## Saved data entries
--- START ---
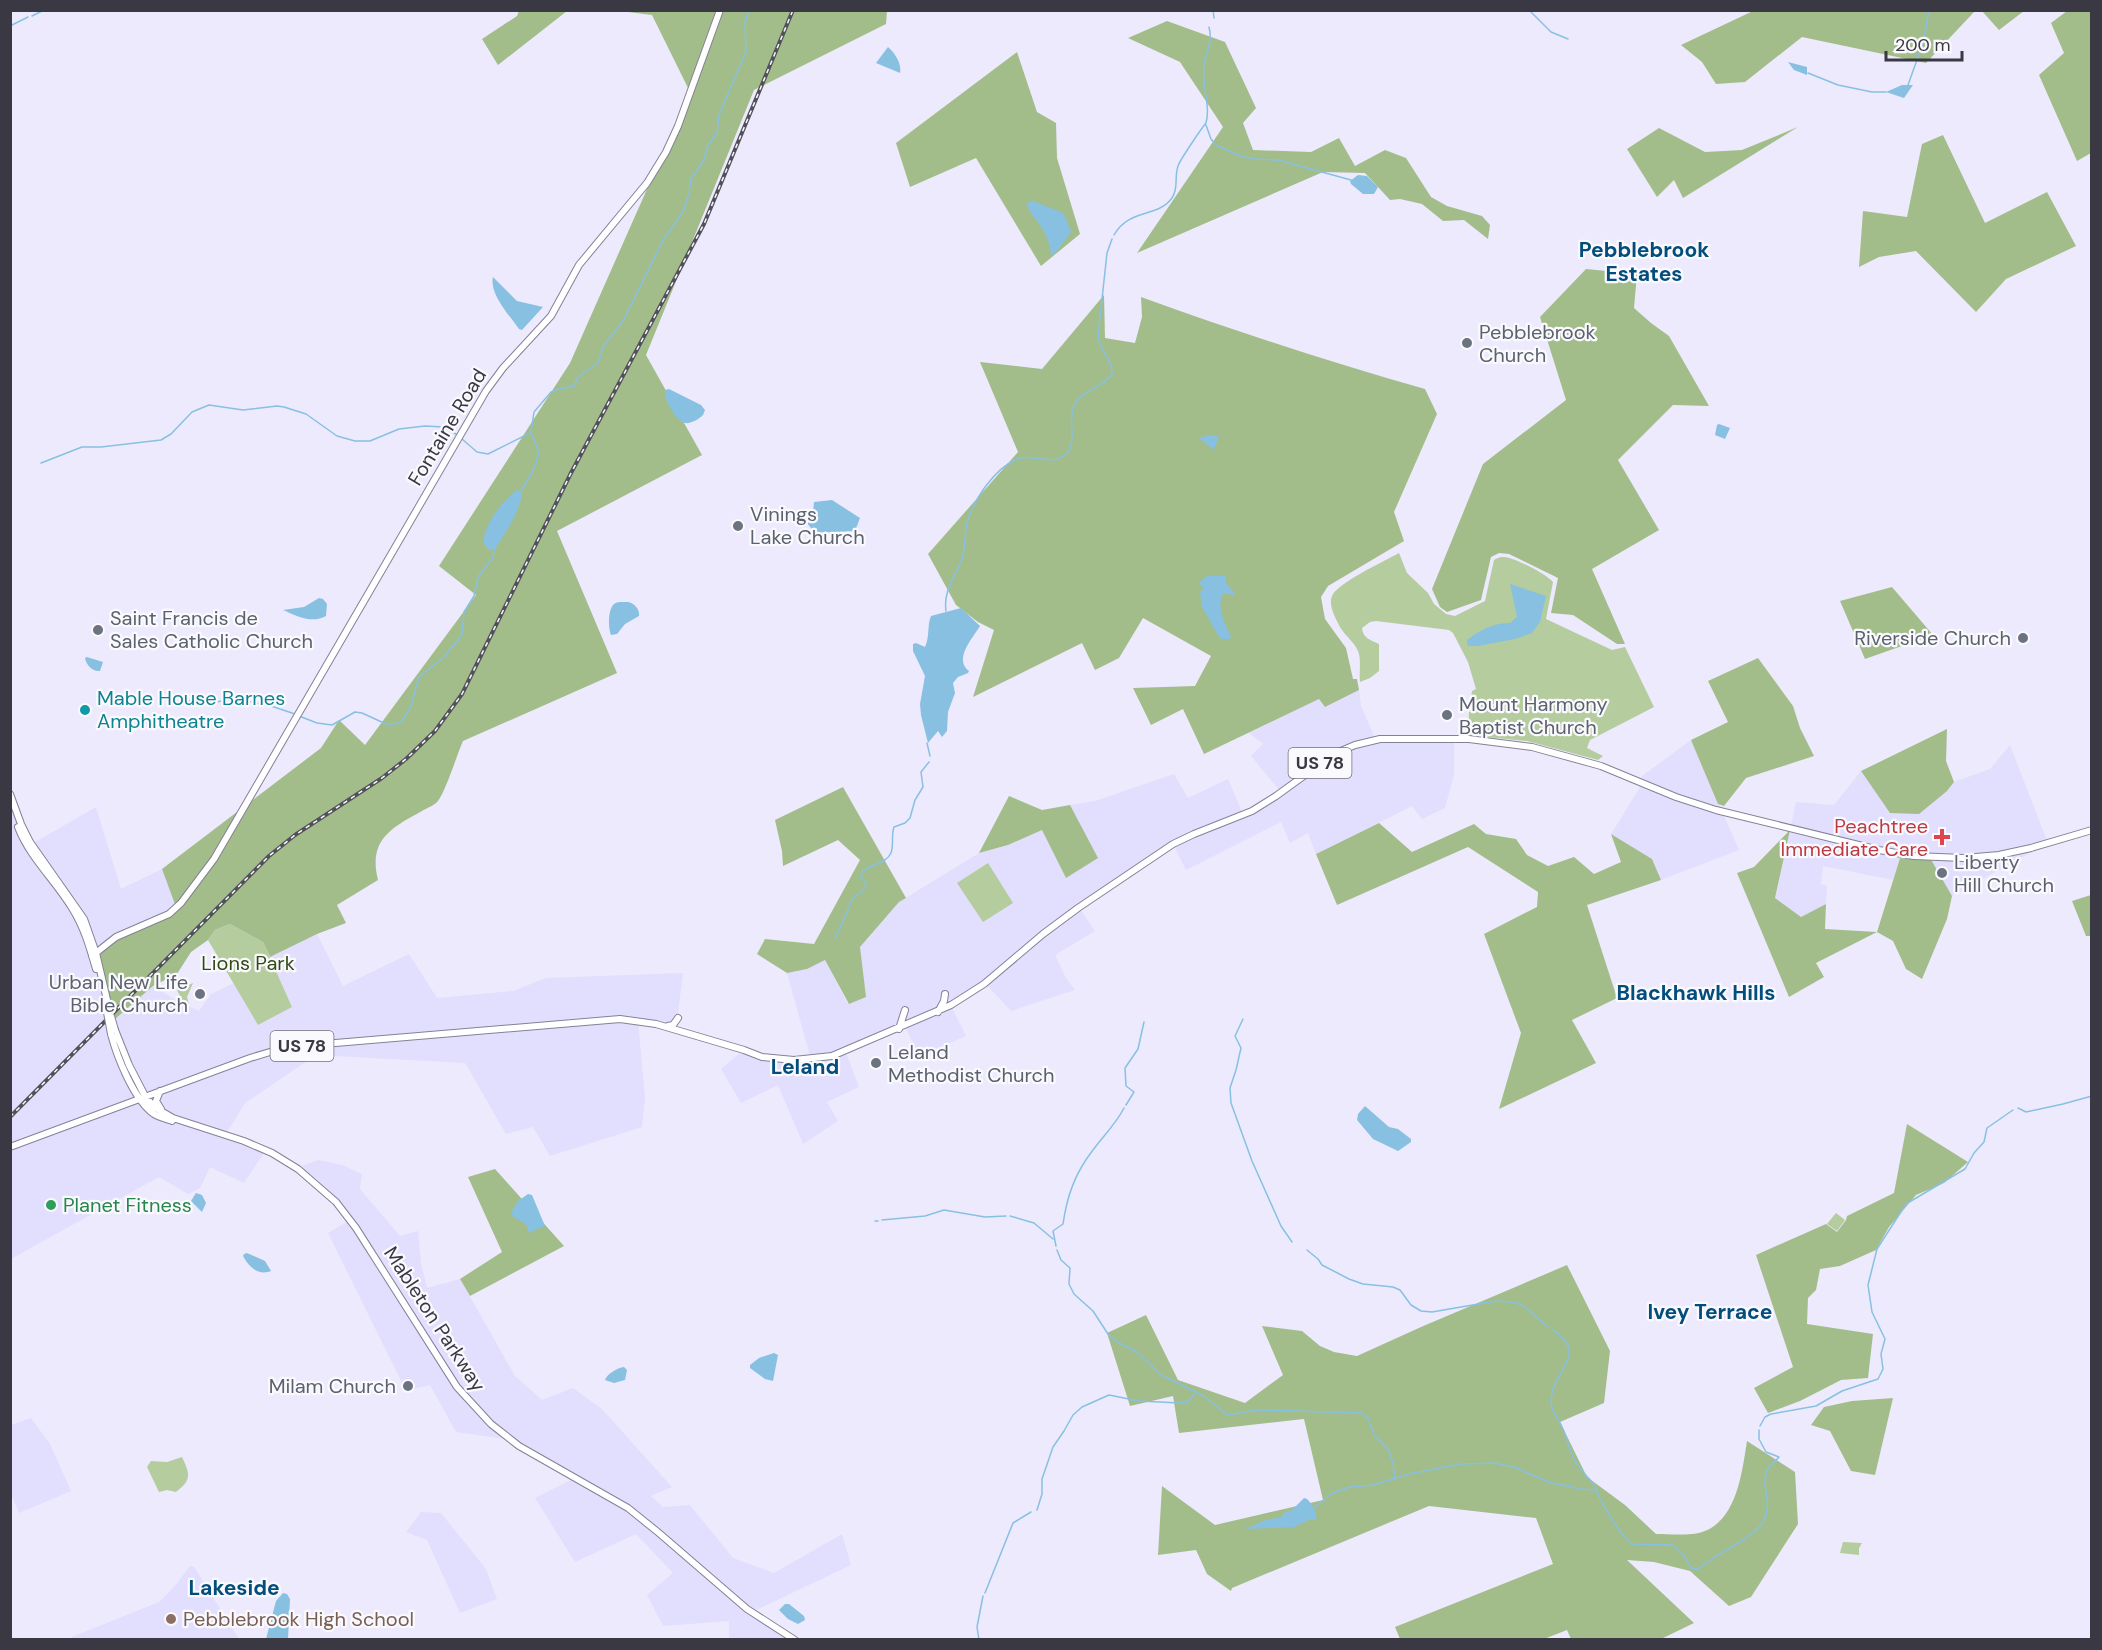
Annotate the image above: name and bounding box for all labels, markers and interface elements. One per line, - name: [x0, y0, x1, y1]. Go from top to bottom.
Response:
- scale bar: [1886, 24, 1962, 62]
- text: 200 m: [1895, 33, 1951, 57]
- district label: Pebblebrook Estates: [1579, 236, 1709, 288]
- place label: Pebblebrook Church: [1479, 319, 1596, 368]
- marker: Pebblebrook Church: [1460, 336, 1474, 350]
- street label: Fontaine Road: [402, 364, 492, 490]
- place label: Vinings Lake Church: [750, 501, 865, 550]
- marker: Vinings Lake Church: [731, 519, 745, 533]
- place label: Saint Francis de Sales Catholic Church: [110, 605, 313, 654]
- marker: Saint Francis de Sales Catholic Church: [91, 623, 105, 637]
- place label: Riverside Church: [1854, 625, 2011, 651]
- marker: Riverside Church: [2016, 631, 2030, 645]
- place label: Mable House Barnes Amphitheatre: [97, 685, 285, 734]
- place label: Mount Harmony Baptist Church: [1459, 691, 1608, 740]
- marker: Mable House Barnes Amphitheatre: [78, 703, 92, 717]
- marker: Mount Harmony Baptist Church: [1440, 708, 1454, 722]
- road number: US 78: [1288, 748, 1352, 778]
- place label: Peachtree Immediate Care: [1781, 813, 1928, 862]
- marker: Peachtree Immediate Care: [1933, 828, 1951, 846]
- place label: Liberty Hill Church: [1954, 849, 2054, 898]
- marker: Liberty Hill Church: [1935, 866, 1949, 880]
- park label: Lions Park: [201, 950, 295, 976]
- place label: Urban New Life Bible Church: [49, 969, 188, 1018]
- district label: Blackhawk Hills: [1617, 979, 1775, 1007]
- marker: Urban New Life Bible Church: [193, 987, 207, 1001]
- road number: US 78: [270, 1031, 334, 1061]
- place label: Leland Methodist Church: [888, 1039, 1054, 1088]
- district label: Leland: [771, 1053, 839, 1081]
- marker: Leland Methodist Church: [869, 1056, 883, 1070]
- place label: Planet Fitness: [63, 1192, 192, 1218]
- marker: Planet Fitness: [44, 1198, 58, 1212]
- street label: Mableton Parkway: [378, 1241, 492, 1397]
- district label: Ivey Terrace: [1648, 1298, 1773, 1326]
- place label: Milam Church: [269, 1373, 396, 1399]
- marker: Milam Church: [401, 1379, 415, 1393]
- district label: Lakeside: [188, 1574, 280, 1602]
- place label: Pebblebrook High School: [183, 1606, 414, 1632]
- marker: Pebblebrook High School: [164, 1612, 178, 1626]

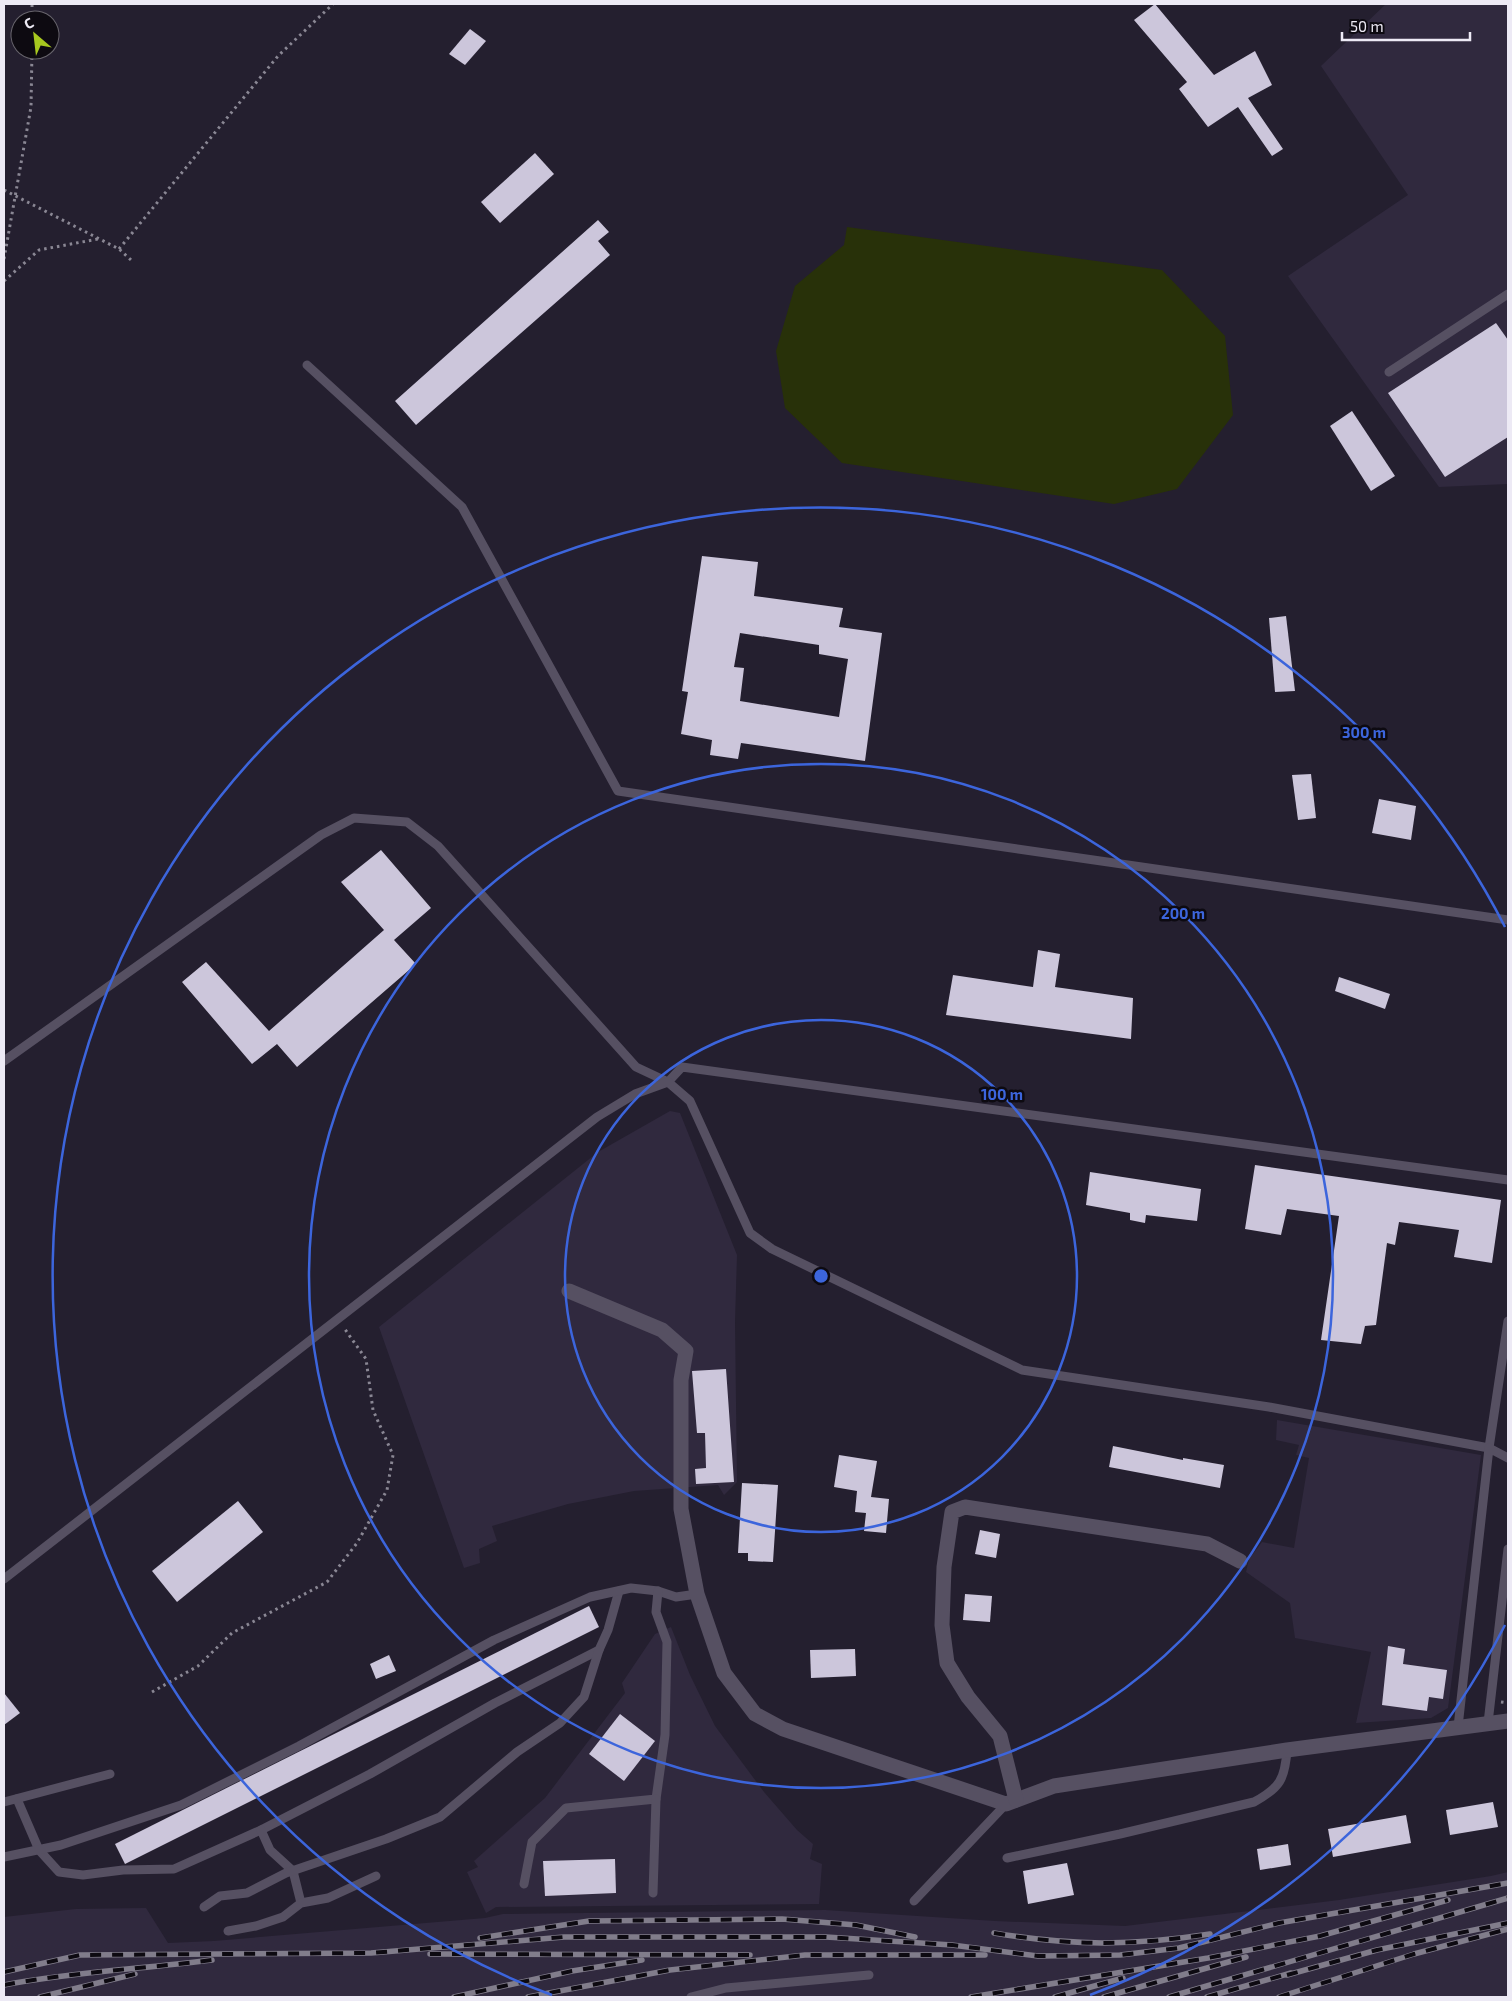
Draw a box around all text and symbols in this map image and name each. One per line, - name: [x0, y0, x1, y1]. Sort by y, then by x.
- north arrow: [10, 10, 60, 60]
- scale bar: [1342, 10, 1470, 42]
- text: С: [21, 14, 36, 33]
- text: 50 m: [1350, 17, 1384, 35]
- text: 300 m: [1342, 723, 1386, 741]
- text: 200 m: [1161, 904, 1205, 922]
- text: 100 m: [981, 1085, 1023, 1103]
- centre of rings: [812, 1267, 830, 1285]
--- END ---
Scan the records above and report every line with the string "School".

- place label: Pebblebrook High School: [183, 1606, 414, 1632]
- marker: Pebblebrook High School: [164, 1612, 178, 1626]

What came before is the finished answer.